In the last few months, we’ve seen a steady drumbeat of malware campaigns targeting npm: the Shai-Hulud worm this week, the compromises of popular packages like chalk and debug last week, and the s1ngularity NX attack earlier this summer. These incidents all share the same traits: they target developers directly, attempt to steal secrets or credentials, and aim to move laterally into larger systems.

The impact can be large. But the attacks themselves tend to be short-lived—researchers and registries usually discover and revoke the malicious versions within a day or two. That creates a paradox: organizations must defend against a fast-moving, high-impact threat that often burns out within 24–48 hours.

Defending against malware attacks isn’t just about reacting faster. It requires teams to implement proactive protections that limit the likelihood of malicious packages entering your environment in the first place. Two of the most practical ways to do this are strengthening how you manage versions and slowing down adoption of unvetted code. Pinning and lockfiles give you determinism against surprise updates, while cooldown periods buy time for the ecosystem to uncover malicious releases before they hit your environment.

The difference between pinning and lockfiles

Dependency pinning means locking a dependency to an exact version rather than a range. In npm, "express": "^4.18.0" allows upgrades within 4.18.x, while "express": "4.18.2" pins it to that exact version. Typically, you pin direct dependencies in your package.json, but this does not guarantee that transitive dependencies (those required by your dependencies) are pinned—because the packages you import may declare ranges instead of fixed versions.

Lockfiles (package-lock.json and npm-shrinkwrap.json) address this gap by recording the entire resolved dependency tree, including transitive dependencies, along with URLs and integrity hashes. For example, even if package.json has "express": "^4.18.0", the lockfile pins the actual resolved version such as "express": "4.18.2". package-lock.json is intended for reproducible installs in your repo, while npm-shrinkwrap.json can be published so consumers also get the exact pinned tree.

Lockfiles for different package managers in the JavaScript ecosystem (e.g npm’s package-lock.json J, Yarn’s yarn.lock, pnpm’s pnpm-lock.yaml) serve the same purpose but differ in format and determinism guarantees. Edge cases include the fact that package-lock.json is ignored when publishing libraries, so consumers may resolve different versions; mismatched npm versions leading to lockfile churn; optional or peer dependencies that install differently across platforms; and lockfile drift or merge conflicts. Pinning improves stability, but without lockfiles and updates, your builds may still vary and malware can still sneak in via your transitive dependencies.

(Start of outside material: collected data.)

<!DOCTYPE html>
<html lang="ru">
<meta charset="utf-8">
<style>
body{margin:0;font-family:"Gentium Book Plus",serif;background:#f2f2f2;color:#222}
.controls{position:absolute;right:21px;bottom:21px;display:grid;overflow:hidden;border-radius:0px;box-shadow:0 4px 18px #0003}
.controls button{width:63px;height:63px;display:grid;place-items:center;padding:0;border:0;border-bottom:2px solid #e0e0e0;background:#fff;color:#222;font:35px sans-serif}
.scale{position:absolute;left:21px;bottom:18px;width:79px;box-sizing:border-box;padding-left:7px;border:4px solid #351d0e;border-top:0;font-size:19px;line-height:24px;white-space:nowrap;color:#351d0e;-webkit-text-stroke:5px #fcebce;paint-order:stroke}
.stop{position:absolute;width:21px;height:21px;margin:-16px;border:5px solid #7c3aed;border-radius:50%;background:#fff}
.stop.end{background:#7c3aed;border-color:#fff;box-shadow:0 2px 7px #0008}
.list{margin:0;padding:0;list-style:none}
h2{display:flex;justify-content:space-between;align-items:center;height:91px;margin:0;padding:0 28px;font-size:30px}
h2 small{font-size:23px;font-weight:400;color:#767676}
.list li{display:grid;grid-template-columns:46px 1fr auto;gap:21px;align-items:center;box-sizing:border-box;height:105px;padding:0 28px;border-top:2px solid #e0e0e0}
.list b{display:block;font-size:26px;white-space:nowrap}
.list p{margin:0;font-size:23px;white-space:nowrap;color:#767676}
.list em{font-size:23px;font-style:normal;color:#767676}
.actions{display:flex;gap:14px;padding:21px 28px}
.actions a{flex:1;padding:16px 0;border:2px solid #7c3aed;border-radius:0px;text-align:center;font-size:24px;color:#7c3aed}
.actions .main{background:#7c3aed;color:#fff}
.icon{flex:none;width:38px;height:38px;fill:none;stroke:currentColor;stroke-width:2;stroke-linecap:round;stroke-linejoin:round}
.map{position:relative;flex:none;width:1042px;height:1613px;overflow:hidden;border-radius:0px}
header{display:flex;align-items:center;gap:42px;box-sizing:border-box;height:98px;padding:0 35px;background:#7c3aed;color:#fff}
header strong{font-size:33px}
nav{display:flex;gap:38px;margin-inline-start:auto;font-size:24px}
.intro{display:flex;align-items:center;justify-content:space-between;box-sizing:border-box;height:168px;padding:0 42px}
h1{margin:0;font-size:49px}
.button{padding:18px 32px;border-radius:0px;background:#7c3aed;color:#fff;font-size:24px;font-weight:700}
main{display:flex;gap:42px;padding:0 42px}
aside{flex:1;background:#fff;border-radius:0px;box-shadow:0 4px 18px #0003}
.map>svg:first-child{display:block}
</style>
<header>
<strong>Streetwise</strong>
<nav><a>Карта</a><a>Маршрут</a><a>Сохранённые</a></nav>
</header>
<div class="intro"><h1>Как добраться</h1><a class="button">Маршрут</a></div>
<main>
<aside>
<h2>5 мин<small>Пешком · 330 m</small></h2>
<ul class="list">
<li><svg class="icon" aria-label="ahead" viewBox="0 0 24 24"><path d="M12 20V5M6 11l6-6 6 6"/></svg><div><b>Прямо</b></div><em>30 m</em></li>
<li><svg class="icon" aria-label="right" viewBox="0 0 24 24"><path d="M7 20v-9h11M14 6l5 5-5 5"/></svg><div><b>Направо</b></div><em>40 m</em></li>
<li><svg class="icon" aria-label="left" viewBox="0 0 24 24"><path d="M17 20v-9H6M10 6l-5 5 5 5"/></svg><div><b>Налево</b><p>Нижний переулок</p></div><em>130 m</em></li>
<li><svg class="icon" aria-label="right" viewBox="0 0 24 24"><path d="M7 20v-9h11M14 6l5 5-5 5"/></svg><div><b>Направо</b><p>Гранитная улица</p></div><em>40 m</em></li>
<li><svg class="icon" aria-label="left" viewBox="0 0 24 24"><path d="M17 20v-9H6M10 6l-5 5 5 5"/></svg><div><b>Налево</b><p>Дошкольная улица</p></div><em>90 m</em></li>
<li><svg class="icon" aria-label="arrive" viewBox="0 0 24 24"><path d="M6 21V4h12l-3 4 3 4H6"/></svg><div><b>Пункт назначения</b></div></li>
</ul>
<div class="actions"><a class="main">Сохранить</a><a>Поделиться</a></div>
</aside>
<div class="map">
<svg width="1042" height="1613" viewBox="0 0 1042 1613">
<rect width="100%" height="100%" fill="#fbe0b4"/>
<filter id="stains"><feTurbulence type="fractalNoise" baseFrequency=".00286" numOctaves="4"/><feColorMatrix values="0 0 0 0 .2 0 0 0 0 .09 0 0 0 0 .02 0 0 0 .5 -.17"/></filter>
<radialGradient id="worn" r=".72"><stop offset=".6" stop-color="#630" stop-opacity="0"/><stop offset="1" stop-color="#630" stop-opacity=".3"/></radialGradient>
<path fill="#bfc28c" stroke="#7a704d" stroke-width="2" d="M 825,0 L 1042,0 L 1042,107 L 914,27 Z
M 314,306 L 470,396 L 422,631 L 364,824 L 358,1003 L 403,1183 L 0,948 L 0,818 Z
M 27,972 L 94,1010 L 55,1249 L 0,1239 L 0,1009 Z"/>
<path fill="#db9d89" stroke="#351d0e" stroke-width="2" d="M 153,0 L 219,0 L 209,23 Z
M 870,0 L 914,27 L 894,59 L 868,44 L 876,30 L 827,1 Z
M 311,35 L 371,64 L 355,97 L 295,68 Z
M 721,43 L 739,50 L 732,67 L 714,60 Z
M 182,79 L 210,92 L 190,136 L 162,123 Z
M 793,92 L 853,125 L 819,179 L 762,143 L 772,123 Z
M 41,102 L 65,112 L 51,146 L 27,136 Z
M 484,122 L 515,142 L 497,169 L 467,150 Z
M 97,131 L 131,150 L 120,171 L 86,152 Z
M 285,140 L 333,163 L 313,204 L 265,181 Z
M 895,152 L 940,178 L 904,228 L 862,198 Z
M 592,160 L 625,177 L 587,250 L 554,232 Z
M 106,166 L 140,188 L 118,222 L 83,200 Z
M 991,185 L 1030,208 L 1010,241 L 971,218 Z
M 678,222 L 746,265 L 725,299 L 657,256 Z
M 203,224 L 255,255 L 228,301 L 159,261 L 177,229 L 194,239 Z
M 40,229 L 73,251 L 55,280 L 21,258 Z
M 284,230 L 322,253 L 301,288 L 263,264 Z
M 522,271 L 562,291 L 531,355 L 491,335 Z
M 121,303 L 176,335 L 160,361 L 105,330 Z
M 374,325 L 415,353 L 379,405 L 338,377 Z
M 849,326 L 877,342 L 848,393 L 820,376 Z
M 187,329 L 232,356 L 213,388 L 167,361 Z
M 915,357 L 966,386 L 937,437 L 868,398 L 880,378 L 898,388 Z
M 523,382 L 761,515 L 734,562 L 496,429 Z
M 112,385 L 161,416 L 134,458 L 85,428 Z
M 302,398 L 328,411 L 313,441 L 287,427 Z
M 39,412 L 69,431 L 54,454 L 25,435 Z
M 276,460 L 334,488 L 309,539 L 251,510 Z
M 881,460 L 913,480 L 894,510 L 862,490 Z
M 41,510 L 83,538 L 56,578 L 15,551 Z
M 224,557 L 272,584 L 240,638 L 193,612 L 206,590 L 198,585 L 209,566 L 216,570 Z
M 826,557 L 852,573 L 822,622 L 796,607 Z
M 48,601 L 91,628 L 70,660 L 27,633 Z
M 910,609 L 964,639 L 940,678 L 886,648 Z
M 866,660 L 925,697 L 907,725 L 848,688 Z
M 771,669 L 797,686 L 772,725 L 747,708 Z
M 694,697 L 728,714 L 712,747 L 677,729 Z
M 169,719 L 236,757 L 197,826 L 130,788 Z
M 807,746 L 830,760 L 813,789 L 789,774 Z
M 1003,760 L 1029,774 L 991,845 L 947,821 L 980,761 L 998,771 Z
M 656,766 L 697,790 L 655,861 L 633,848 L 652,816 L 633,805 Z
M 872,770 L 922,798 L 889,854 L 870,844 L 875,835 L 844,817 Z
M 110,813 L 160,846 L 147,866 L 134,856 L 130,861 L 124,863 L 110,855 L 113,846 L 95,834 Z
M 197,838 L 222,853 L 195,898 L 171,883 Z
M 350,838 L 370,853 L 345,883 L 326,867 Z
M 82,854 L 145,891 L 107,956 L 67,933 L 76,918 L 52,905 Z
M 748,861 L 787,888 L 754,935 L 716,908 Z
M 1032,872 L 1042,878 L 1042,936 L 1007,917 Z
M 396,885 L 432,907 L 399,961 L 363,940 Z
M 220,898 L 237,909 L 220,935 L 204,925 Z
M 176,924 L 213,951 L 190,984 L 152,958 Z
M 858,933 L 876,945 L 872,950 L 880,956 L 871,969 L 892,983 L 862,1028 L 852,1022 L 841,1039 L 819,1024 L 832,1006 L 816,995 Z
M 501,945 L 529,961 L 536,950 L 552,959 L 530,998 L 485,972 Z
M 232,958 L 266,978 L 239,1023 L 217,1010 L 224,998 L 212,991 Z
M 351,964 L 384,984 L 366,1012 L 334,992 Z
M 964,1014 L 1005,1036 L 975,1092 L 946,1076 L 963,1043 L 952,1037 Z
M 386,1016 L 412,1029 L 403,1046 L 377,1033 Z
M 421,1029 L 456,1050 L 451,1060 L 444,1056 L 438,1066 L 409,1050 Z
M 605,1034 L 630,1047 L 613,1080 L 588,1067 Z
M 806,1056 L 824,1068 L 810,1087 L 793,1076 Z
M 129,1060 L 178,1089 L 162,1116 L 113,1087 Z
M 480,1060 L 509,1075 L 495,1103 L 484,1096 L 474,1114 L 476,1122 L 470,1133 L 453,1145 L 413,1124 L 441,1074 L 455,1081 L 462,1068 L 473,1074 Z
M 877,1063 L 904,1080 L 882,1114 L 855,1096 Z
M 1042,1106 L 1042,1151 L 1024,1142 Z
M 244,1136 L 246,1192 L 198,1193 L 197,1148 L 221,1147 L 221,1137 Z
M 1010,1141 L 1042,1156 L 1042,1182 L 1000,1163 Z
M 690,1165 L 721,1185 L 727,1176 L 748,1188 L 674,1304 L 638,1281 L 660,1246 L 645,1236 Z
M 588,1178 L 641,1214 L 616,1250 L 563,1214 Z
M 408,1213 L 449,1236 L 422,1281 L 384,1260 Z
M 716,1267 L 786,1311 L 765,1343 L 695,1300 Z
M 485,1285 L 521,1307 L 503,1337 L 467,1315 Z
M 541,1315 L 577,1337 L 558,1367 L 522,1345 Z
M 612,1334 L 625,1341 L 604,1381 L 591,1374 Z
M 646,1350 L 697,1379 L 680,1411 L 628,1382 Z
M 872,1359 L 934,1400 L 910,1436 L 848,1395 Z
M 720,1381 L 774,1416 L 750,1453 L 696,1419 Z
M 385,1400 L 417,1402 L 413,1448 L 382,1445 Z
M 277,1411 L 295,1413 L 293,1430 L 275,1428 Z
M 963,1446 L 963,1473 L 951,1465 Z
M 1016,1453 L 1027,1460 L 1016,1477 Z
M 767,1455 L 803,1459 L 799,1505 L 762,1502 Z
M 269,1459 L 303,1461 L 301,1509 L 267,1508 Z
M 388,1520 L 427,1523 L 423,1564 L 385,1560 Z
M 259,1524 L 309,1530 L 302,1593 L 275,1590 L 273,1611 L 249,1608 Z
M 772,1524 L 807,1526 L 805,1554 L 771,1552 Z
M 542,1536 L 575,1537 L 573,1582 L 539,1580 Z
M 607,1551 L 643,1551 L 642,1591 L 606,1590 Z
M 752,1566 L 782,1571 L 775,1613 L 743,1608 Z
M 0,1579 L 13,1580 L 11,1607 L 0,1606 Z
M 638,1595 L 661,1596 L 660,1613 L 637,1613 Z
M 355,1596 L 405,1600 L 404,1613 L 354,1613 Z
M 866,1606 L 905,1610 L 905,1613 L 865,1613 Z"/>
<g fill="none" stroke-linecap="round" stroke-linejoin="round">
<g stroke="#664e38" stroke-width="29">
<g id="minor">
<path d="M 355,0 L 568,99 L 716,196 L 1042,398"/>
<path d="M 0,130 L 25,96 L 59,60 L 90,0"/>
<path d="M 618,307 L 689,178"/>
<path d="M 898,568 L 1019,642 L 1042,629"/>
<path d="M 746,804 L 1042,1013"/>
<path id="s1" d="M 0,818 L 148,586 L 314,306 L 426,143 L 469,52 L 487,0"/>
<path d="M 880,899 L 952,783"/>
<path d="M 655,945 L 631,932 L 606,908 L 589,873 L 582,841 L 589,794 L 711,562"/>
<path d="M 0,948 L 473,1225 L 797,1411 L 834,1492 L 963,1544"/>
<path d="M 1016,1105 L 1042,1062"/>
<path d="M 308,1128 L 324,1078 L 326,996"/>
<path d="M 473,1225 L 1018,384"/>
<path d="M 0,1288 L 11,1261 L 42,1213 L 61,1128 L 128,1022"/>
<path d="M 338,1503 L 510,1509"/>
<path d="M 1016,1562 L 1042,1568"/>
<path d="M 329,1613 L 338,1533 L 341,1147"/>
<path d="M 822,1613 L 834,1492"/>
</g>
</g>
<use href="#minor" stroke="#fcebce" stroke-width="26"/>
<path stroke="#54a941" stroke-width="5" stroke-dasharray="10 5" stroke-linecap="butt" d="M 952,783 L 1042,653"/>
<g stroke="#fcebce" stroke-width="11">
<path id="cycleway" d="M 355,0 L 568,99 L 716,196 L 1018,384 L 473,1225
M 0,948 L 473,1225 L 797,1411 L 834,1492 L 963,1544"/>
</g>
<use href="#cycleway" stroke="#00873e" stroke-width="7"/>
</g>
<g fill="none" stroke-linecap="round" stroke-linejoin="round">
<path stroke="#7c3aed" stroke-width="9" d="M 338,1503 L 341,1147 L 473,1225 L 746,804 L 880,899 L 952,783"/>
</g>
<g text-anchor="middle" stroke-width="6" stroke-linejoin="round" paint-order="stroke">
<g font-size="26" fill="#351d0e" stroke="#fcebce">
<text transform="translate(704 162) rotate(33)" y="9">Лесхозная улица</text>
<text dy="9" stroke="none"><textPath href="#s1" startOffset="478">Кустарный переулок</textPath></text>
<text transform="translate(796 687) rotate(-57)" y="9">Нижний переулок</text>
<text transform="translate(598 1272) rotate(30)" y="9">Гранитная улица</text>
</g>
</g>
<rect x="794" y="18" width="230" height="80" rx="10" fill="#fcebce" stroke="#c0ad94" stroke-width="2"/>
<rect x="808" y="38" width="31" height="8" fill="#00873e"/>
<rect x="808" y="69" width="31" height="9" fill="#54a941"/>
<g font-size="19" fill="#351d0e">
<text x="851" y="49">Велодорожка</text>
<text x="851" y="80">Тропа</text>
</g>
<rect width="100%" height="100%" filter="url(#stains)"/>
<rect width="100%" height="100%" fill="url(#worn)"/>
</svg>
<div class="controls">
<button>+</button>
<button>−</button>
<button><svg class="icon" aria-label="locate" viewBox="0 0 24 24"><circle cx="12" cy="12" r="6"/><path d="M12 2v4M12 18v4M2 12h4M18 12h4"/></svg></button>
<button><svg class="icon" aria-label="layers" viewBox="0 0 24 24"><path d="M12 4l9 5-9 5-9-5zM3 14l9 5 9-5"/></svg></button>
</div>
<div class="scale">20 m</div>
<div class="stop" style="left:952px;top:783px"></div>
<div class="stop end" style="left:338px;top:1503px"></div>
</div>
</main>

The case for cooldown periods

Most malicious package releases are discovered within the first 24–48 hours of being published, often by automated scanners, security researchers, or the package maintainers themselves. The projects that get compromised are typically those that do not have pinned dependencies or lock files and thus get whatever npm gives them when the package is built.

As a result one of the most effective defenses against short-lived malware campaigns is simply waiting. You can implement a “cooldown” period of 24-48 hours before you allow any new versions of packages to be used in your environment. This gives registries, vendors, researchers, and the community enough time to catch and flag malicious packages before they reach your codebase.

Npm doesn't afford you the ability to do this easily, while pnmp very recently does. Organizations can build versions of this themselves using a private registry, but that involves infrastructure setup, auth and permission management, caching of public packages, and configuration for developers and pipelines. It’s difficult because it introduces ongoing security, reliability, and maintenance responsibilities that the public registry normally handles for you.

How to use Endor Labs to enforce proactive controls

At Endor Labs, we built our policy engine to help you create and enforce custom policies as code using the Open Policy Agent (OPA) and the Rego language. Since our inception we’ve offered an out-of-the-box policy to flag unpinned direct dependencies. This policy creates findings for dependencies that could be susceptible to malware attacks.

We’ve now added a new out-of-the-box policy to detect recently released dependencies (in both your direct and transitive dependencies). By default, it enforces a 48-hour cooldown, but you can configure the window to fit your risk tolerance.

You can pair this with an action policy to warn developers or block commits that attempt to introduce dependencies released in the last 48 hours into your environment. You can tailor it for specific ecosystems, like npm, and decide where to enforce it, like in pull requests:

Flexible Policies, Powered by Rego

Because this is all built on Rego, you can write custom policies that leverage the metadata in Endor Labs. In addition to scanning packages for malware, we evaluate every open source package using 150+ health checks spanning maintainer activity, repository security, license compliance, and more.

Here’s how the same cooldown logic looks when expressed as a Rego policy:

This flexibility means you’re never locked into our defaults—you can define custom requirements, dependency rules, or block conditions that reflect your exact environment and workflows.

Takeaway 

Malware moves fast, but it doesn’t last long. The best way to reduce your exposure is to slow down with pinned dependencies, cooldown windows, and enforceable policy-as-code. With Endor Labs’ policies and malicious package detection, you can protect developers and keep malware out of your software supply chain.